# [SOURCE DATA]
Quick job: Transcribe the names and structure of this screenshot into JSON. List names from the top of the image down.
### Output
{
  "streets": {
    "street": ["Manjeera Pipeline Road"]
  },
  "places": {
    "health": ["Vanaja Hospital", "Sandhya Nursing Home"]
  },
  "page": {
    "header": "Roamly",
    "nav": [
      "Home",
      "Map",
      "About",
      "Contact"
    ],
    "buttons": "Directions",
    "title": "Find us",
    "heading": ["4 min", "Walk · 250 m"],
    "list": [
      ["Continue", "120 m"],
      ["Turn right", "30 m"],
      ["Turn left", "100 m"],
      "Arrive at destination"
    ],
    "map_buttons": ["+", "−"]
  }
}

--

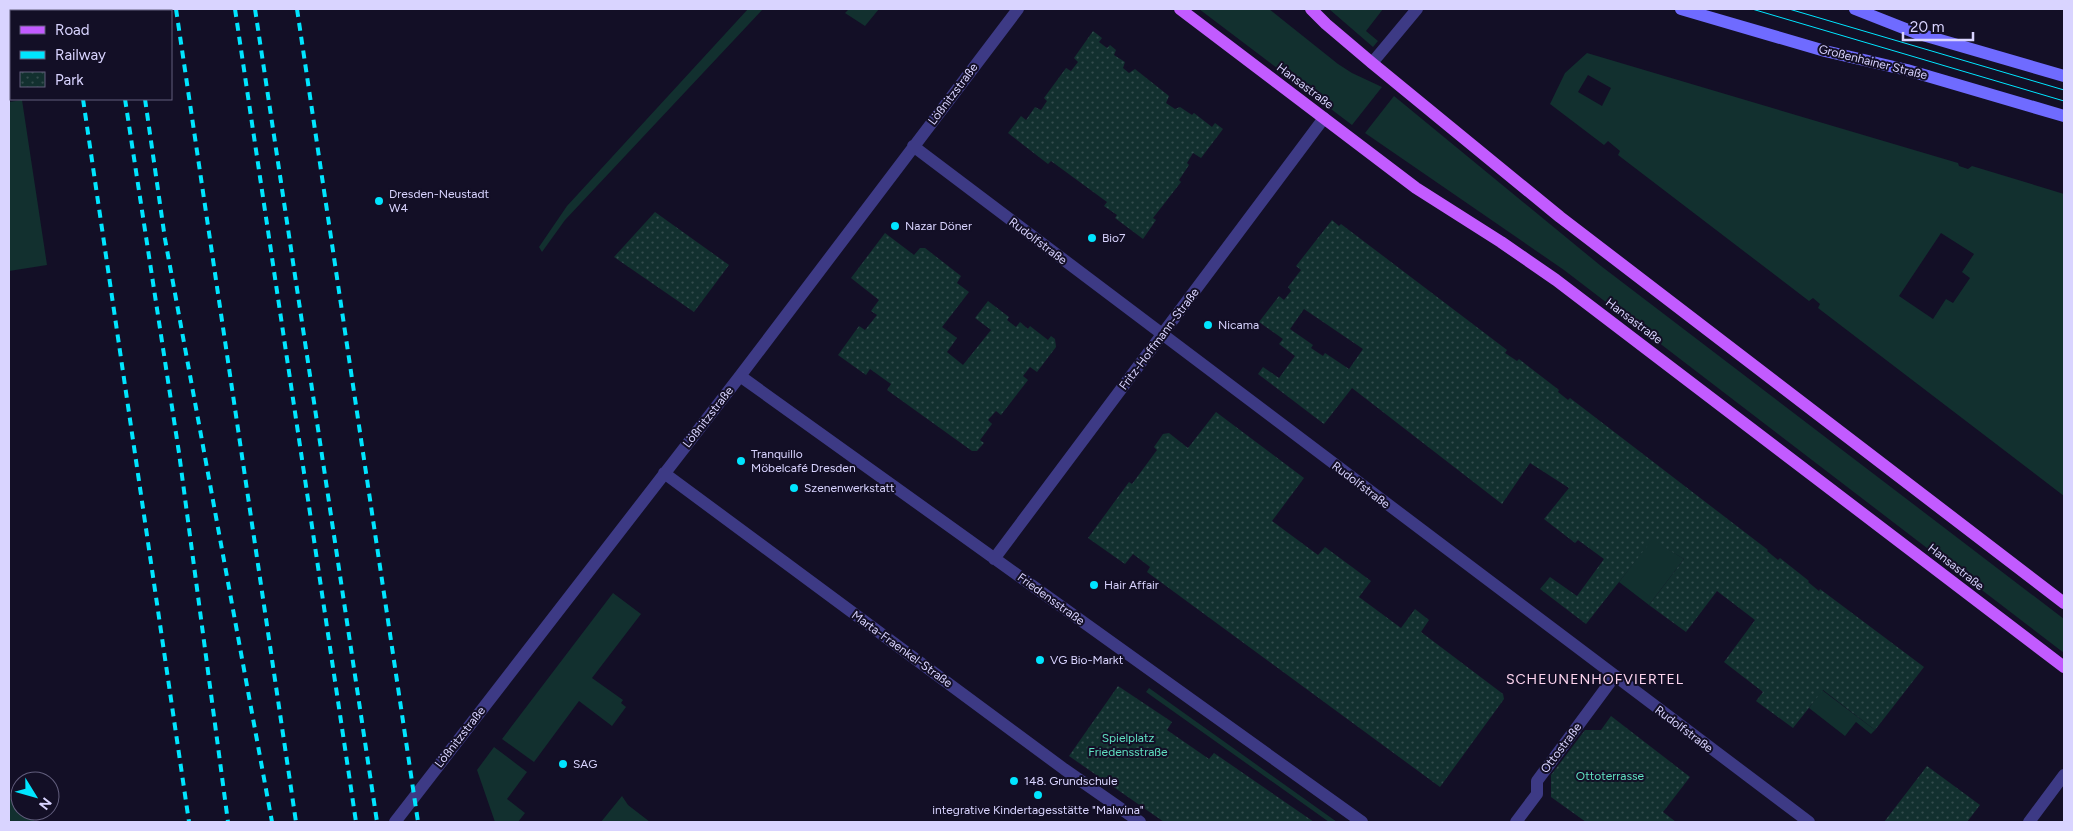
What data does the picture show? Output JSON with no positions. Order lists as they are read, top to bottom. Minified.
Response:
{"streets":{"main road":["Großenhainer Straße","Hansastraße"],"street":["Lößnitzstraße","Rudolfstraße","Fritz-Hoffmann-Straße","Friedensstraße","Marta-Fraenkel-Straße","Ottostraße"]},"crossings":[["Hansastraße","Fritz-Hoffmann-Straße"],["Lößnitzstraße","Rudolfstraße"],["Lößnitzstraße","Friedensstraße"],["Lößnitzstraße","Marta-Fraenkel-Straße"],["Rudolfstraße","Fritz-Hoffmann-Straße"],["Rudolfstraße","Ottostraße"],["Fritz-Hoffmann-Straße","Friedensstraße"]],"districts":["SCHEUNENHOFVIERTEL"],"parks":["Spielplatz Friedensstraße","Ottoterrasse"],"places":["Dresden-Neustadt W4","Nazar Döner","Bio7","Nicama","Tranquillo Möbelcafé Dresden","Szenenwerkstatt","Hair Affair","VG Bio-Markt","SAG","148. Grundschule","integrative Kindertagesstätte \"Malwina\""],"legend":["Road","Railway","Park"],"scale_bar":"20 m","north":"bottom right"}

* * *

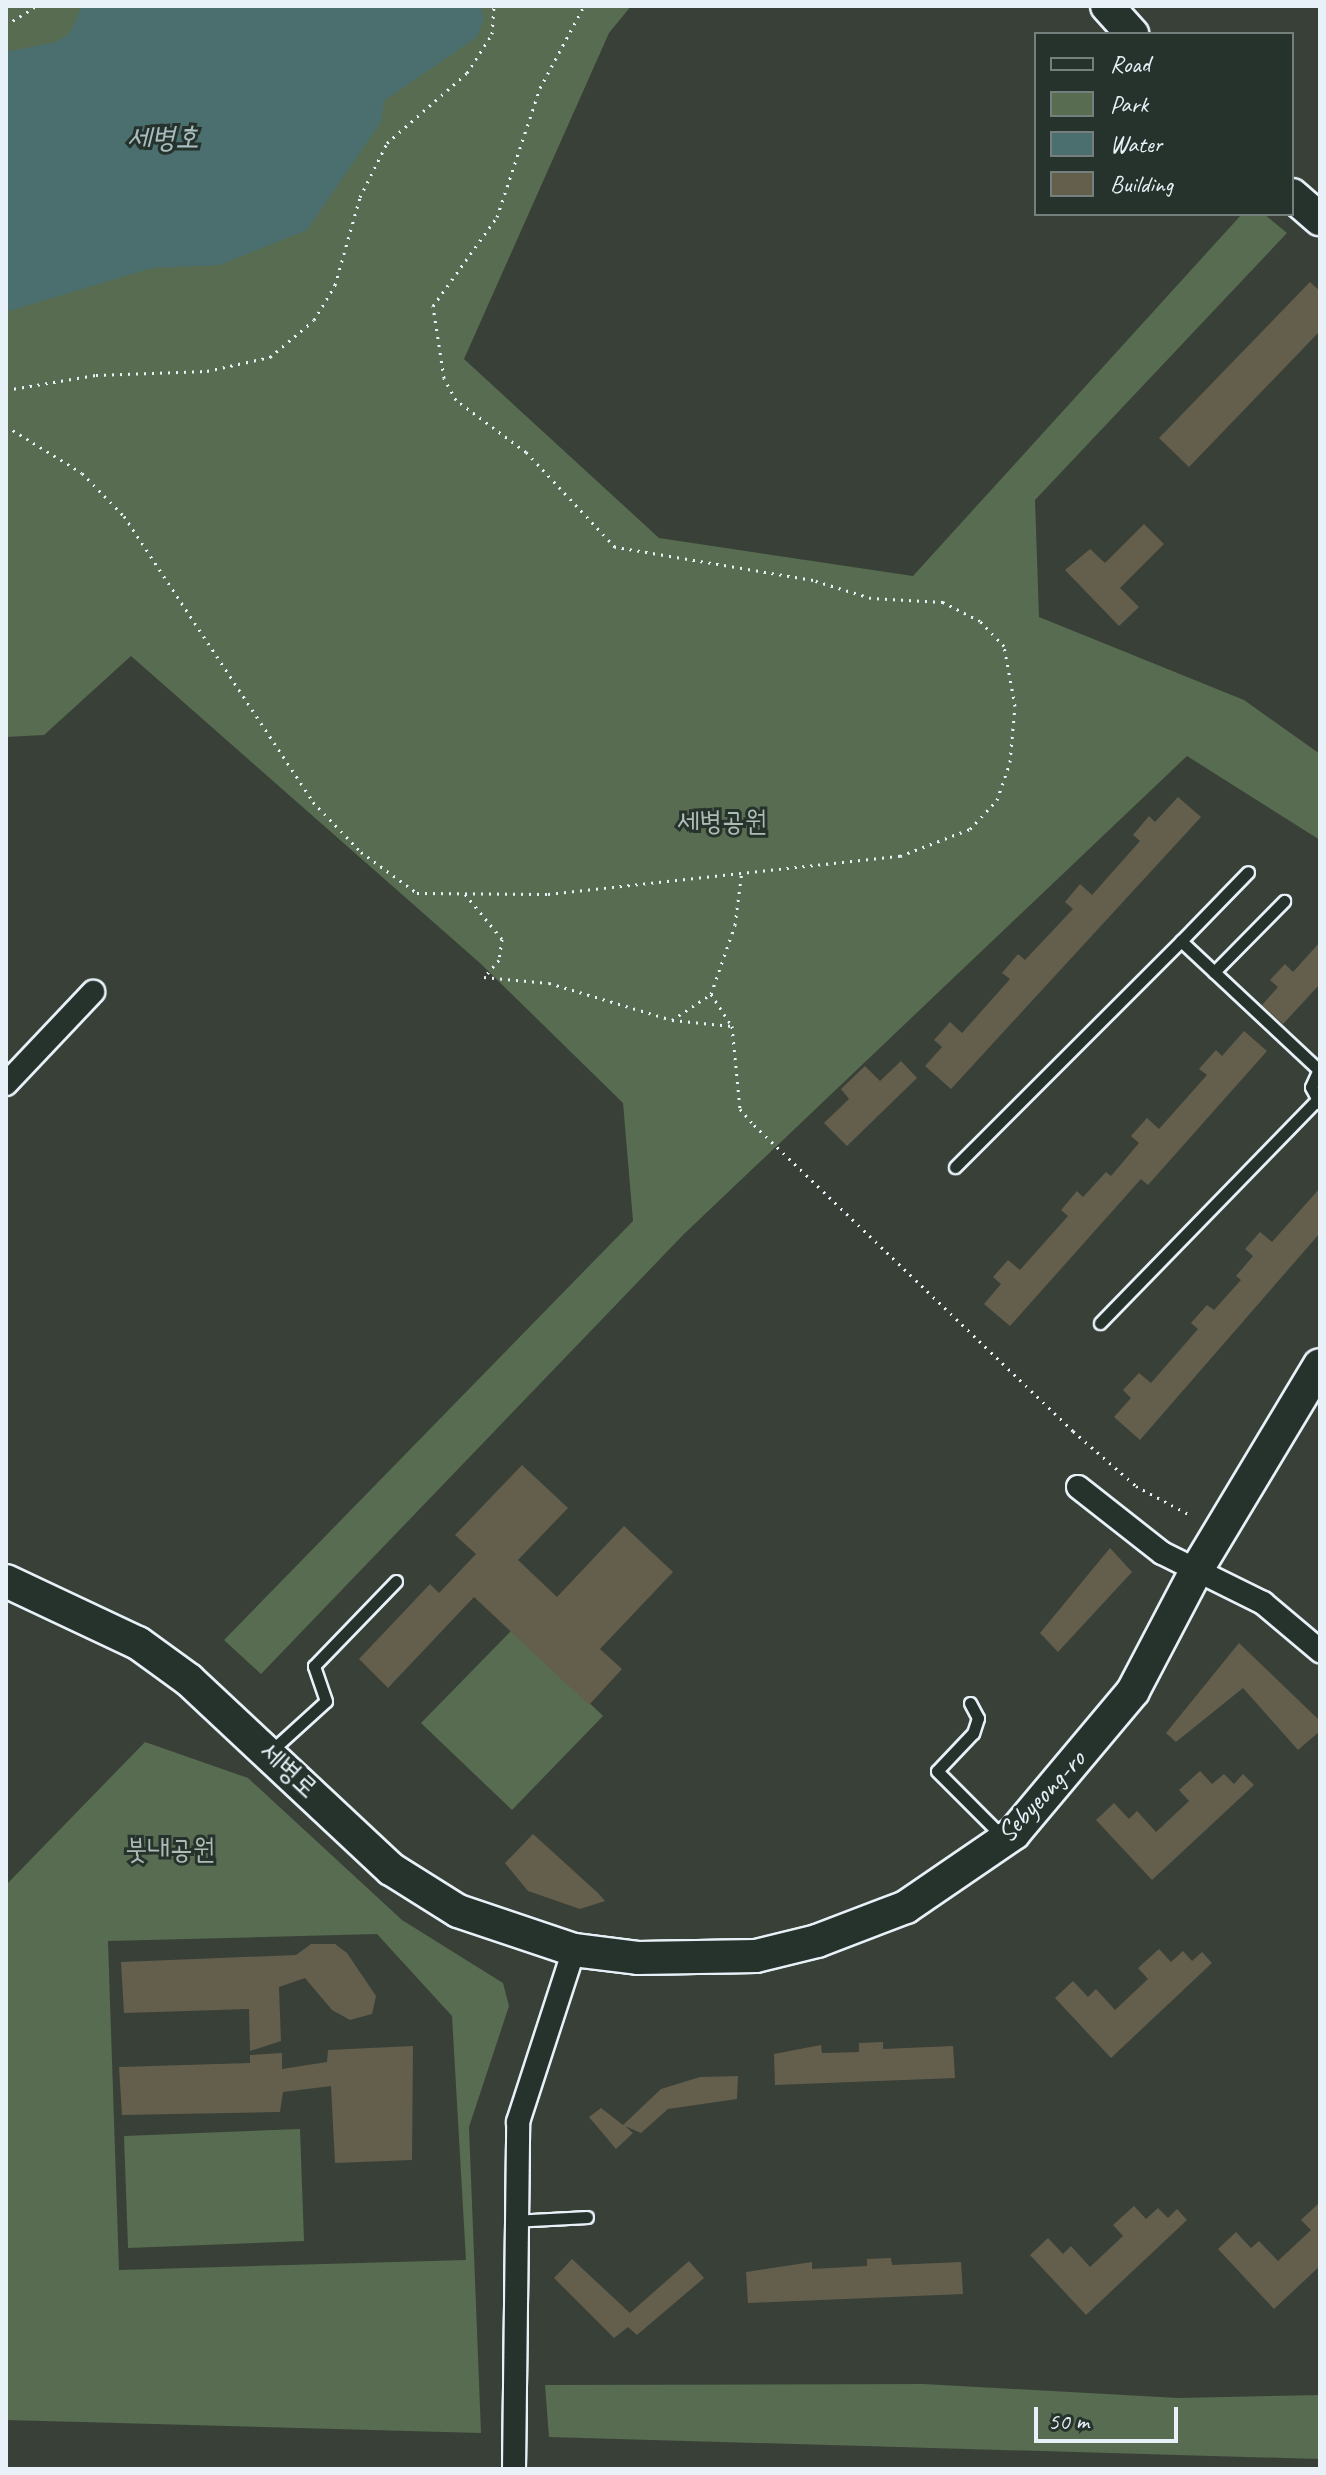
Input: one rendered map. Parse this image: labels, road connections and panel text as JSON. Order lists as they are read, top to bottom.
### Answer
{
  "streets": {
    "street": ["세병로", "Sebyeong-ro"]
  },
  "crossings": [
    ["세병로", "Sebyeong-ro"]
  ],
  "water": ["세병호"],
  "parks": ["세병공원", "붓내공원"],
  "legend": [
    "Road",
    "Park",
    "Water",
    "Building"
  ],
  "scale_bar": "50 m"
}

# [WORK REQUIRED]
Give only the number of lines in the preceding material that contain the string "they".

# [COMPLETED EXERCISE]
2